TASK DESCRIPTION: Count how many lines below include the word "rows". Answer with a number only.

(Items from a data source)
↓

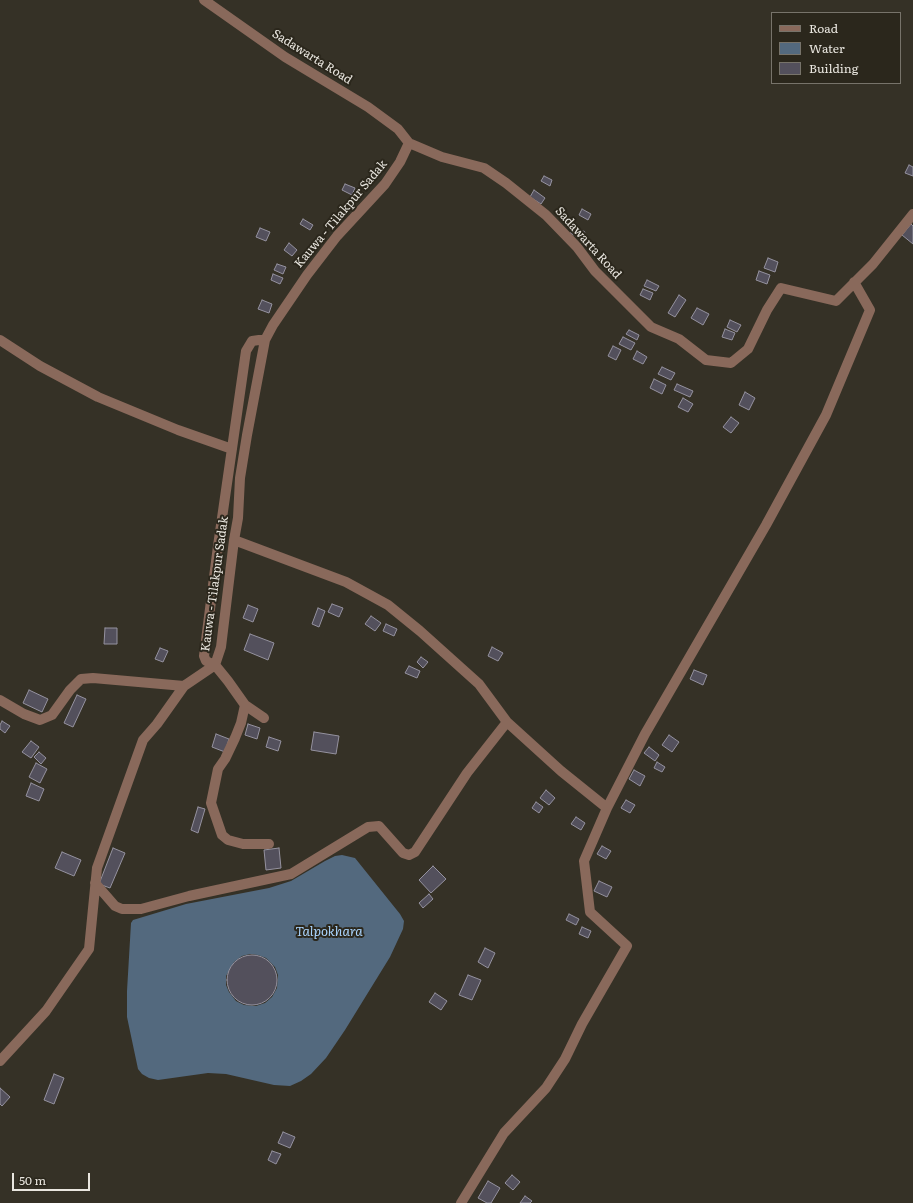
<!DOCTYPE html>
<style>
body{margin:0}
#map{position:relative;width:913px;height:1203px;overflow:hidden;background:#353126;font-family:Literata,serif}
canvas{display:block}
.legend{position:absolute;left:771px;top:12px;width:130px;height:72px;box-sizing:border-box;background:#2b271c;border:1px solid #77736a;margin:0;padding:5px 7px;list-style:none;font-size:12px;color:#e9e6df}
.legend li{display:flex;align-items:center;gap:8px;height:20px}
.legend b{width:20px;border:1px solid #77736a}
.scale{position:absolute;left:12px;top:1173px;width:78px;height:18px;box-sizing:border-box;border:2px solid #e9e6df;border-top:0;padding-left:5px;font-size:12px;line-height:14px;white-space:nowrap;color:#e9e6df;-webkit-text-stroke:3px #2b271c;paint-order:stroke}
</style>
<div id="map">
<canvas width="913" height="1203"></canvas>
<ul class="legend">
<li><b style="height:5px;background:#89695b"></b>Road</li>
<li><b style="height:11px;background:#53697e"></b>Water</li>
<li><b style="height:11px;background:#53505c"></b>Building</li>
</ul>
<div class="scale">50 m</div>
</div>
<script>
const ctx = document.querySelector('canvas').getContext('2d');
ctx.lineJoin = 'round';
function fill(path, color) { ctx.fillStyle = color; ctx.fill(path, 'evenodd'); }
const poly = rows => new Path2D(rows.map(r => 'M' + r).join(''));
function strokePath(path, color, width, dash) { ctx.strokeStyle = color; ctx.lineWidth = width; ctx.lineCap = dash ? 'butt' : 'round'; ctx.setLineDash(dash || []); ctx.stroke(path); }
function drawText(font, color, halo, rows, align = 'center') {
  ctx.font = font + ' Literata,serif'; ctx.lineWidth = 4; ctx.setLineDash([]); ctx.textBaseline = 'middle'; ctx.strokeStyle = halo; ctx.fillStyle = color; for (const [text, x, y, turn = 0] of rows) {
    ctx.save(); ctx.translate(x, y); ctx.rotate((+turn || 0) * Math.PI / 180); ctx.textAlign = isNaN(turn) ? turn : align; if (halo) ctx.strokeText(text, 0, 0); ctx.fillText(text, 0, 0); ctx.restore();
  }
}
fill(poly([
 [342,855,355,858,400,914,404,921,403,929,390,957,345,1030,326,1058,311,1074,301,1081,290,1086,274,1085,226,1074,208,1073,158,1080,149,1078,142,1074,138,1069,127,1017,127,991,131,923,133,920,186,904,269,888,291,881,325,861,335,856],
 [250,954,258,955,266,958,275,967,278,975,277,988,272,997,265,1003,256,1006,244,1005,236,1001,229,992,226,985,226,976,234,962,242,956]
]), '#53697e');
const building = poly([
 [909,165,913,167,913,176,905,173,909,165],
 [544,176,552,180,550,186,541,181,544,176],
 [345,184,355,188,352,195,342,190,345,184],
 [534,190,545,198,541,204,530,197,534,190],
 [582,209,591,214,588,220,579,215,582,209],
 [303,219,313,225,310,230,300,224,303,219],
 [911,224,913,226,913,244,902,235,911,224],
 [574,226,585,232,581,239,570,233,574,226],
 [260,228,270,232,266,241,256,237,260,228],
 [289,243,297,250,292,256,284,250,289,243],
 [768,258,778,262,775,272,764,268,768,258],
 [277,264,286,267,283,274,274,270,277,264],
 [759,271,770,275,767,284,756,280,759,271],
 [273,274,283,278,280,284,271,280,273,274],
 [647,280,659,286,656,291,644,286,647,280],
 [643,289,653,293,650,300,640,295,643,289],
 [679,295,686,300,675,317,668,313,679,295],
 [262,300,272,304,269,313,258,309,262,300],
 [697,308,709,314,703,325,691,318,697,308],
 [730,320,741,325,737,332,727,327,730,320],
 [725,329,735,333,732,340,722,337,725,329],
 [629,330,639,335,637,340,626,334,629,330],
 [623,337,635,343,631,350,619,344,623,337],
 [613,346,621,350,616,360,608,356,613,346],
 [637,351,647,357,643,364,633,359,637,351],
 [662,367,675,373,671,380,658,374,662,367],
 [654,379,666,385,662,394,650,388,654,379],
 [677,384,693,391,690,397,674,390,677,384],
 [745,392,755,398,749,410,739,405,745,392],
 [683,398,693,404,688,412,678,407,683,398],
 [731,417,739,423,731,433,723,427,731,417],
 [332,604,343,608,339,617,328,612,332,604],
 [248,605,258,609,253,622,243,618,248,605],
 [318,608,325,611,319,627,312,624,318,608],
 [371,616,381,623,375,631,365,624,371,616],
 [386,624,397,629,394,636,383,631,386,624],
 [105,628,117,628,117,644,104,644,105,628],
 [250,634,274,643,268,660,244,650,250,634],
 [492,647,503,653,498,661,488,656,492,647],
 [160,648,168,651,163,662,155,659,160,648],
 [421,657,428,662,423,668,417,662,421,657],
 [409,666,420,671,417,678,405,673,409,666],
 [694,670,707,675,703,685,690,679,694,670],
 [29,690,48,699,42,712,23,703,29,690],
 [77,695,86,699,73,727,64,723,77,695],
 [2,721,10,726,5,733,0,729,0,725,2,721],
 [248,724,260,728,257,739,245,735,248,724],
 [314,732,339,736,336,754,311,750,314,732],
 [216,734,229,739,225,752,212,747,216,734],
 [669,735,679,742,672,752,662,745,669,735],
 [269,737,281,741,278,751,266,747,269,737],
 [31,741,39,747,31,758,22,752,31,741],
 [649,747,659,755,655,761,644,753,649,747],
 [39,752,46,758,41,764,34,757,39,752],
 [657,762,665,767,662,772,654,768,657,762],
 [36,763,47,769,40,783,29,777,36,763],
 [634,770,645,776,640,786,629,779,634,770],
 [31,783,44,789,39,801,26,796,31,783],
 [546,790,555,798,549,805,540,798,546,790],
 [626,800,635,805,630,813,621,808,626,800],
 [536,802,543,807,539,813,532,808,536,802],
 [198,807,205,809,198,833,191,830,198,807],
 [576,817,585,823,581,830,571,824,576,817],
 [602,846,611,851,606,859,597,854,602,846],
 [113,848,125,853,110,888,99,884,113,848],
 [279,848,281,868,266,870,264,850,279,848],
 [62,852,81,860,74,876,55,868,62,852],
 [433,866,446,879,431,893,419,880,433,866],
 [599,881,612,887,607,897,594,891,599,881],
 [429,894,433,899,423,908,419,903,429,894],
 [569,914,579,919,576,925,566,920,569,914],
 [582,927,591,931,588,938,579,934,582,927],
 [485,948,495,953,488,968,478,962,485,948],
 '227 980a25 25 0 1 1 50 0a25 25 0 1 1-50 0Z',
 [468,975,481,980,472,1000,459,995,468,975],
 [435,993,447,1001,441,1010,429,1002,435,993],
 [54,1074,64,1078,54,1104,44,1100,54,1074],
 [0,1088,10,1097,2,1106,0,1104,0,1088],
 [283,1132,295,1137,290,1148,278,1143,283,1132],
 [272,1151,281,1154,276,1164,268,1160,272,1151],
 [512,1175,520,1182,513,1190,505,1183,512,1175],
 [488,1181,500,1188,491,1203,487,1203,478,1198,488,1181],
 [525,1196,532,1201,530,1203,520,1203,525,1196]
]);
fill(building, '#53505c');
strokePath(building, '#95929f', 1);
strokePath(poly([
 [204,0,285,57,368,107,398,129,409,143,442,157,484,168,506,183,546,215,577,247,595,271,651,327,679,339,706,360,731,363,748,349,767,310,781,288,836,301,873,264,913,214],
 [0,340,40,366,98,397,178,430,232,449],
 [234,540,346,582,388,605,420,631,479,684,507,722,561,771,607,808],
 [0,700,24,714,40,720,52,715,70,690,81,679,93,678,184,686],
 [245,705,241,723,235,738,225,759,218,769,211,803,222,835,228,840,243,844,269,844],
 [264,718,245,705,228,681,215,665,206,661,204,656,218,546,246,351,252,341,259,340,265,340],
 [95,883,115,906,122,909,141,909,189,896,291,874,368,827,379,826,403,853,409,855,415,852,467,773,507,722],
 [0,1061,46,1011,89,949,97,868,143,740,157,724,184,686,215,665,221,647,234,540,238,518,240,478,247,435,265,340,273,325,307,275,337,236,385,184,400,162,409,143],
 [461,1203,504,1133,546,1088,565,1059,582,1024,627,946,590,912,584,861,607,808,645,734,766,525,826,415,870,310,854,282]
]), '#89695b', 10);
drawText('12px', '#e9e6df', '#2b271c', [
 ["Sadawarta Road",312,57,32],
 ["Kauwa - Tilakpur Sadak",341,214,-50],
 ["Sadawarta Road",588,243,48],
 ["Kauwa - Tilakpur Sadak",215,584,-82]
]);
drawText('italic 13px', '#aad5fe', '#2b271c', [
 ["Talpokhara",329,932]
]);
</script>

↑

FINISHED EXERCISE: 3